In that J.A. Bayona (The Orphanage, Jurassic World: Fallen Kingdom) film, which was adapted for the screen by the source book's writer Patrick Ness, a benevolent giant voiced by Liam Neeson helps teen Conor O'Malley (Lewis MacDougall) deal with his mother's illness by telling him stories. A very emotional journey, this one casts the larger creatures among us as protectors instead of threats.

I Kill Giants takes a similar approach, but with more action worked in. Based on an Image Comics series of the same name by writer Joe Kelly and artist J.M. Ken Niimura, the film follows Barbara (Madison Wolfe), a teen who believes that she is the key to keeping her small town safe from the threat of hidden giants. As you might imagine, such thoughts make her an outsider at school and at home, though she does make a friend in newcomer Sophia (Sydney Wade).

The rest of the cast is rounded out by Imogen Poots (Green Room, Black Christmas) as Barbara's older sister and guardian, Jennifer Ehle (Dead Ringers) as their mother, Zoe Saldana (Guardians Of The Galaxy, Star Trek) as the school psychologist and even Doctor Who alum Noel Clarke. Together they cook up an emotional slow burn that keeps you wondering whether Barbara is really dealing with titans, using the idea of them to keep her busy, or maybe both.

Love And Monsters (2020)

In an alternate reality, Love And Monsters could have made the list of blockbuster big monster movies. It stars Teen Wolf's Dylan O'Brien in a world where humanity launched rockets at an asteroid on a collision course with Earth. They succeeded in ending that threat, but also introduced chemicals into the atmosphere that fell to the planet and made every cold-blooded creature grow to huge size. Here's more of that falling chemical stuff changing the planet idea which does have a ring of the classic "science causing creatures" convention so prominent in '50s flicks.

After seven years living in a bunker, O'Brien's Joel leaves to find his love Aimee (Jessica Henwick). Along the way he befriends a dog named Boy, fellow survivors played by Michael Rooker (Henry: Portrait Of A Serial Killer, The Walking Dead) and Ariana Greenblatt (Barbie, 65) and a whole lot of amphibians and bugs who want to eat them.
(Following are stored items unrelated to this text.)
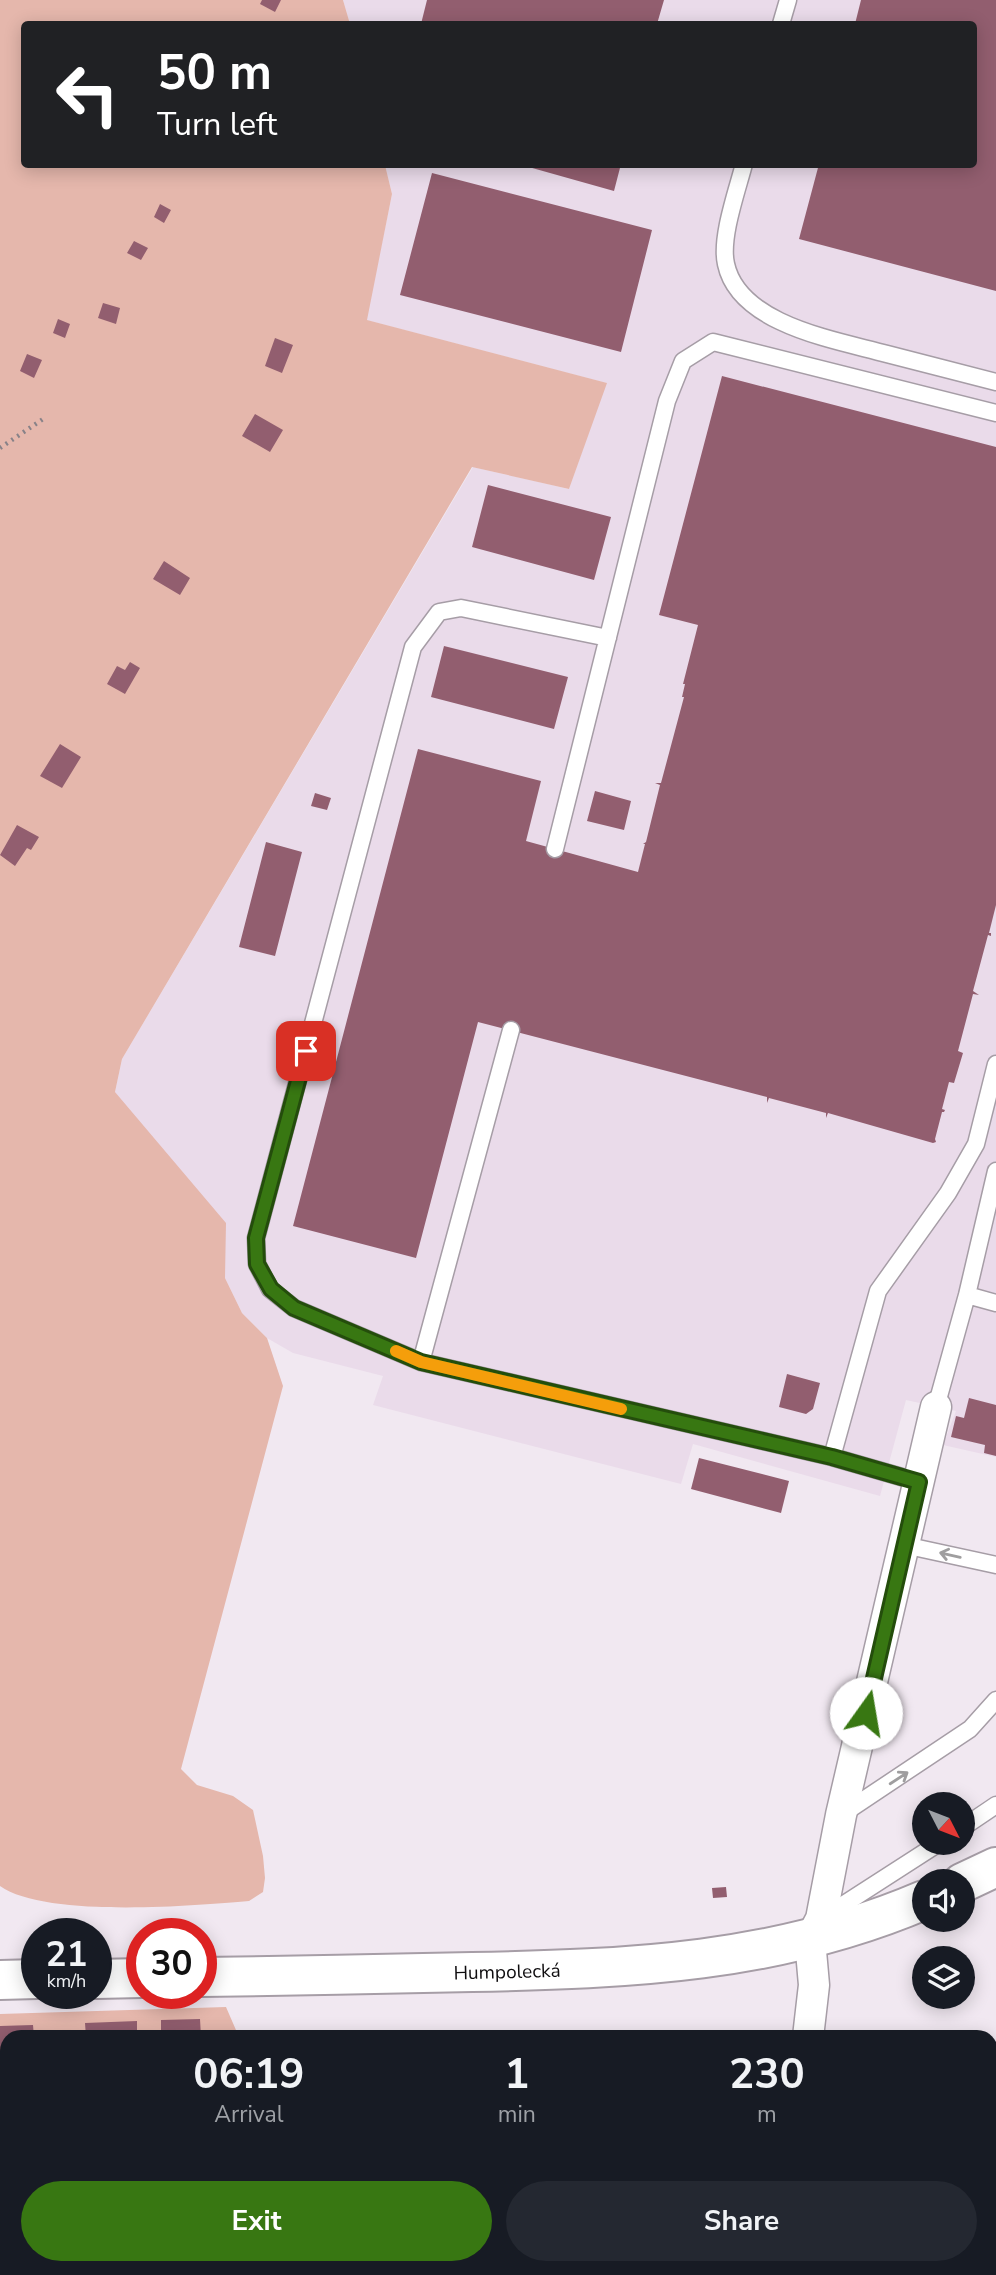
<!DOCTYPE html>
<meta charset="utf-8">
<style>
body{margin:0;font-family:"Nunito Sans",sans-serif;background:#242831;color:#f1f3f6;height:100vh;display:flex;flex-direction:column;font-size:26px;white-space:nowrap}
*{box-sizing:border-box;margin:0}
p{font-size:23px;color:#9ea1a6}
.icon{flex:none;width:38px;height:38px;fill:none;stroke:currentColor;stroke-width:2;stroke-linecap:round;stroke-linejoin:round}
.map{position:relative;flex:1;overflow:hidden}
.panel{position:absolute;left:0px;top:2030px;width:998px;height:245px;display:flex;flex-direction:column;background:#171b24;border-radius:21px 21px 0 0;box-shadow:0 4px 18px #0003}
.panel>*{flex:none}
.guide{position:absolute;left:21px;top:21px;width:956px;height:147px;border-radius:7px;box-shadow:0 4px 18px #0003;background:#202124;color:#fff;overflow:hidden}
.needle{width:46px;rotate:132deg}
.tools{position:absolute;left:912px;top:1792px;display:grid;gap:14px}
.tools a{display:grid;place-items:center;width:63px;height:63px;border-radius:50%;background:#171b24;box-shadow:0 4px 18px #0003;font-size:35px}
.speed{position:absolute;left:21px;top:1918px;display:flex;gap:14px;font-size:35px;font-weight:700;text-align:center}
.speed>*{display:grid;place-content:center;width:91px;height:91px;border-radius:50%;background:#171b24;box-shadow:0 4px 18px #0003;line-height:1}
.speed small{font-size:18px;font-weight:400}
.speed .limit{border:10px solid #d22;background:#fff;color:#111}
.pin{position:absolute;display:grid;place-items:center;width:60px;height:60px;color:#fff;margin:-30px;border-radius:14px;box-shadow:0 4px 10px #0006}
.me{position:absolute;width:77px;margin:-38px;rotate:13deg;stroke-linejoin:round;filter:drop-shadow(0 0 5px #0008)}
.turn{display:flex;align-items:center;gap:24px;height:147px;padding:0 21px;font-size:32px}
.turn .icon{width:91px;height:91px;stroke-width:2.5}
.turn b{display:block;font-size:49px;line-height:60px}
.eta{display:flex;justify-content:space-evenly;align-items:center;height:119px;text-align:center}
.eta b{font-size:42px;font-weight:700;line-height:49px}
.action{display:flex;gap:14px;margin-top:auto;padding:14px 21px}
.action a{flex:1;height:80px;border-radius:42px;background:#387712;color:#fff;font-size:28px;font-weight:700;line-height:80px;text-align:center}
.action a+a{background:#242831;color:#f1f3f6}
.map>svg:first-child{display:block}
.built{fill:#eadbea}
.green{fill:#e5b7ac}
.building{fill:#925e6f}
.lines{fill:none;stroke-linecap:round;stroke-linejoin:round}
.service-casing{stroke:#a69da6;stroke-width:19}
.minor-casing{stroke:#a69da6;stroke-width:33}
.secondary-casing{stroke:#a69da6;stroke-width:42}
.path{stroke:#888288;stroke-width:4.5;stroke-dasharray:2 5;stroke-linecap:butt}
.service{stroke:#fff;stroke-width:16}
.minor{stroke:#fff;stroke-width:30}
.secondary{stroke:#fff;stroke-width:38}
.oneway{stroke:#9f9e9f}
.route-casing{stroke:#244d0c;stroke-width:18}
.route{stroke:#387712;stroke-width:12}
.slow{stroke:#f59e0b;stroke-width:12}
.labels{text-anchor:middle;stroke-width:5;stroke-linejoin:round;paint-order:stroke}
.street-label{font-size:19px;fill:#0f0d0f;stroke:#f1e8f1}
</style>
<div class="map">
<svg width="996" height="2275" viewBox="0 0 996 2275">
<rect width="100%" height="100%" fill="#f1e8f1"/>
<path class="built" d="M343,0H996V1457L943,1445L956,1411L906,1400L880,1496L693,1444L681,1484L373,1405L383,1376L293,1353L267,1338L242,1313L225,1278L115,1092L122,1059L473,467L569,489L606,383L366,320L392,194L385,165L973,164V24H350Z"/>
<path class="green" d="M0,0H343L350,24H24V164L385,165L392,194L367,320L607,383L569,489L472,467L122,1059L115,1092L226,1223L225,1278L242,1313L267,1338L283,1386L181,1769L197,1785L233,1796L253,1810L263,1856L265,1878L263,1892L249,1901C191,1906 45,1918 0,1886Z
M226,2007L239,2037H7V2268H183L170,2275H0V2014Z
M991,2141L996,2147V2275H829L820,2268H990Z
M347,2268H628L630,2275H316Z"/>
<path class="building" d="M262,0H281L275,12L260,4Z
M427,0H664L657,24H421Z
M861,0H996V291L799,239L819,164H973V24H855Z
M518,164H621L614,191Z
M432,173L652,230L621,352L400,295Z
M160,204L171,210L164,223L154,217Z
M134,241L148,248L141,260L127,253Z
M103,303L120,308L116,324L98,318Z
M58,319L70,324L65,338L53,333Z
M275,338L293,345L282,373L265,366Z
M27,354L42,360L34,378L20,371Z
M722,376L996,447V905L989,933H991V936L988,935L973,991L979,995L973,994L958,1051L963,1053L954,1083L949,1082L942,1109L945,1110L944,1112H942L935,1139L936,1142L933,1143L828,1113L826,1118V1113L769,1098L767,1103V1097L478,1022L416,1258L293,1226L418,749L541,781L526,841L638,872L645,844H643L646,842L660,785L655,783H661L684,697H682L685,684H683L698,625L659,615Z
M255,414L283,430L270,452L242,436Z
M488,485L611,517L594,580L472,547Z
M164,561L190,578L180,595L153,579Z
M444,646L568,677L554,729L431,697Z
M130,662L140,668L125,694L107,684L117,666L125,670Z
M60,744L81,757L62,788L40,776Z
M595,791L631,801L624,830L587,821Z
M315,793L331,798L327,810L311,806Z
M17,825L39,837L31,850L27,848L15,866L0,855Z
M266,842L302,852L275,956L239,947Z
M787,1374L820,1383L813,1409L806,1414L779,1407Z
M969,1398L996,1405V1456L984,1453L985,1445L951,1437L956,1416L964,1418Z
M699,1458L789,1481L781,1513L691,1489Z
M726,1887L727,1897L713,1898L712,1888Z
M200,2019L201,2037H161V2020Z
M137,2021V2037H86L85,2023Z
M33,2025L34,2037H7V2072L0,2073V2026Z
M51,2031H68V2037H51Z
M68,2268H130L117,2275H72Z
M858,2268H974L970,2275H868Z"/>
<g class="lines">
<g class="service-casing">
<path id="service" d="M781,24L788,0
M744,164C737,191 720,238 726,264C739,325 836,340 887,354C923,363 960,373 996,382
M608,638L461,608L439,612L413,647L256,1238L257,1264L270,1289L294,1308L421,1362L832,1457L919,1482
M555,849L667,401L683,361L713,342L996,413
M967,1295L996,1303
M421,1362L511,1030
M936,1407L967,1295L996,1171
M832,1457L878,1291L948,1193L976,1144L996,1064
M904,1545L996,1565
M841,1815L970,1729L996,1700
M962,1828L996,1805
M821,1919L939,1843"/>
</g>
<g class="minor-casing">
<path id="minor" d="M808,2037L814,1985L810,1940L821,1919L841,1815L936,1407
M782,2268L791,2275
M234,2275L253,2268
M704,2275L710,2268"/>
</g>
<g class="secondary-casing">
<g id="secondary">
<path d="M962,1883L996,1867"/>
<path id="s1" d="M201,1977C291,1976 382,1974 472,1972C629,1969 777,1963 924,1900"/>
<path d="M96,1979L142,1978"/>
<path d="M0,1980L37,1979"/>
</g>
</g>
<path class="path" d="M0,448L46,417"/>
<use href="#service" class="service"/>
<use href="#minor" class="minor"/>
<use href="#secondary" class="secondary"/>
</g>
<defs><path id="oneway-shaft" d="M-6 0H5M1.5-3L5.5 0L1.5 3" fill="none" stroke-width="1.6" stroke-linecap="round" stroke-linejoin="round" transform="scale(1.75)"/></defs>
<g class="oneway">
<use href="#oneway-shaft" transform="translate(950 1555) rotate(-167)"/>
<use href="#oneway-shaft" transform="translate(899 1778) rotate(-33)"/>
</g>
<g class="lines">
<g class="route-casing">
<path id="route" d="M306,1051L256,1238L257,1264L271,1289L294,1308L421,1362L832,1457L919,1482L866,1713"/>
</g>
<use href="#route" class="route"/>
<path class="slow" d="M396,1351L421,1362L621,1409"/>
</g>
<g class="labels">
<g class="street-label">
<text dy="7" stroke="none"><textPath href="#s1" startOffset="306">Humpolecká</textPath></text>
</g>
</g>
</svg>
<div class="tools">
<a><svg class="needle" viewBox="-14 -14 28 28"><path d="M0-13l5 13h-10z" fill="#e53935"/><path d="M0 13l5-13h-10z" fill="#9ea1a6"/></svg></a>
<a><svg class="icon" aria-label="sound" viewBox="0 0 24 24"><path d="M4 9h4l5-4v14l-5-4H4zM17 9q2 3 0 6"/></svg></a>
<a><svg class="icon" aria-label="layers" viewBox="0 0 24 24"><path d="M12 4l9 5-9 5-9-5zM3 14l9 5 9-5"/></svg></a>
</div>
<div class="speed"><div>21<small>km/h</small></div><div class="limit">30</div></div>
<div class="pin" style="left:306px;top:1051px;background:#d93025"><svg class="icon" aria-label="arrive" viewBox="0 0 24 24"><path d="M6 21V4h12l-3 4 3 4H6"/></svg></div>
<svg class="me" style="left:866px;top:1713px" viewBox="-20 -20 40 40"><circle r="19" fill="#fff"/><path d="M0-13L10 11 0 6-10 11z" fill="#387712"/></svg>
<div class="guide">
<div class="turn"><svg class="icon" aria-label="left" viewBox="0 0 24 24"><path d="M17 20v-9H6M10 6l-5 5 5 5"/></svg><div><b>50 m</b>Turn left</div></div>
</div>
<section class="panel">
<div class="eta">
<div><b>06:19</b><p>Arrival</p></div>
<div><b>1</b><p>min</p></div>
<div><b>230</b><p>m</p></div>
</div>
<div class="action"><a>Exit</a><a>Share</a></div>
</section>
</div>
Again, this nicely nods back to the creature features of the 1950s while expanding the idea and making them look awesome through modern technology, though the effects in those classics do have their charm.

Love And Monsters is an exciting, funny adventure that still knows how to hi the right emotional beats. It has all the elements to have been a hit, and maybe it would have been, but the movie's theatrical release was scuttled by the pandemic. It was initially released through Netflix, but is now rentable most places.

Hopefully, with Godzilla and Kong doing their thing more filmmakers will try their hand at putting their own spin on the genre!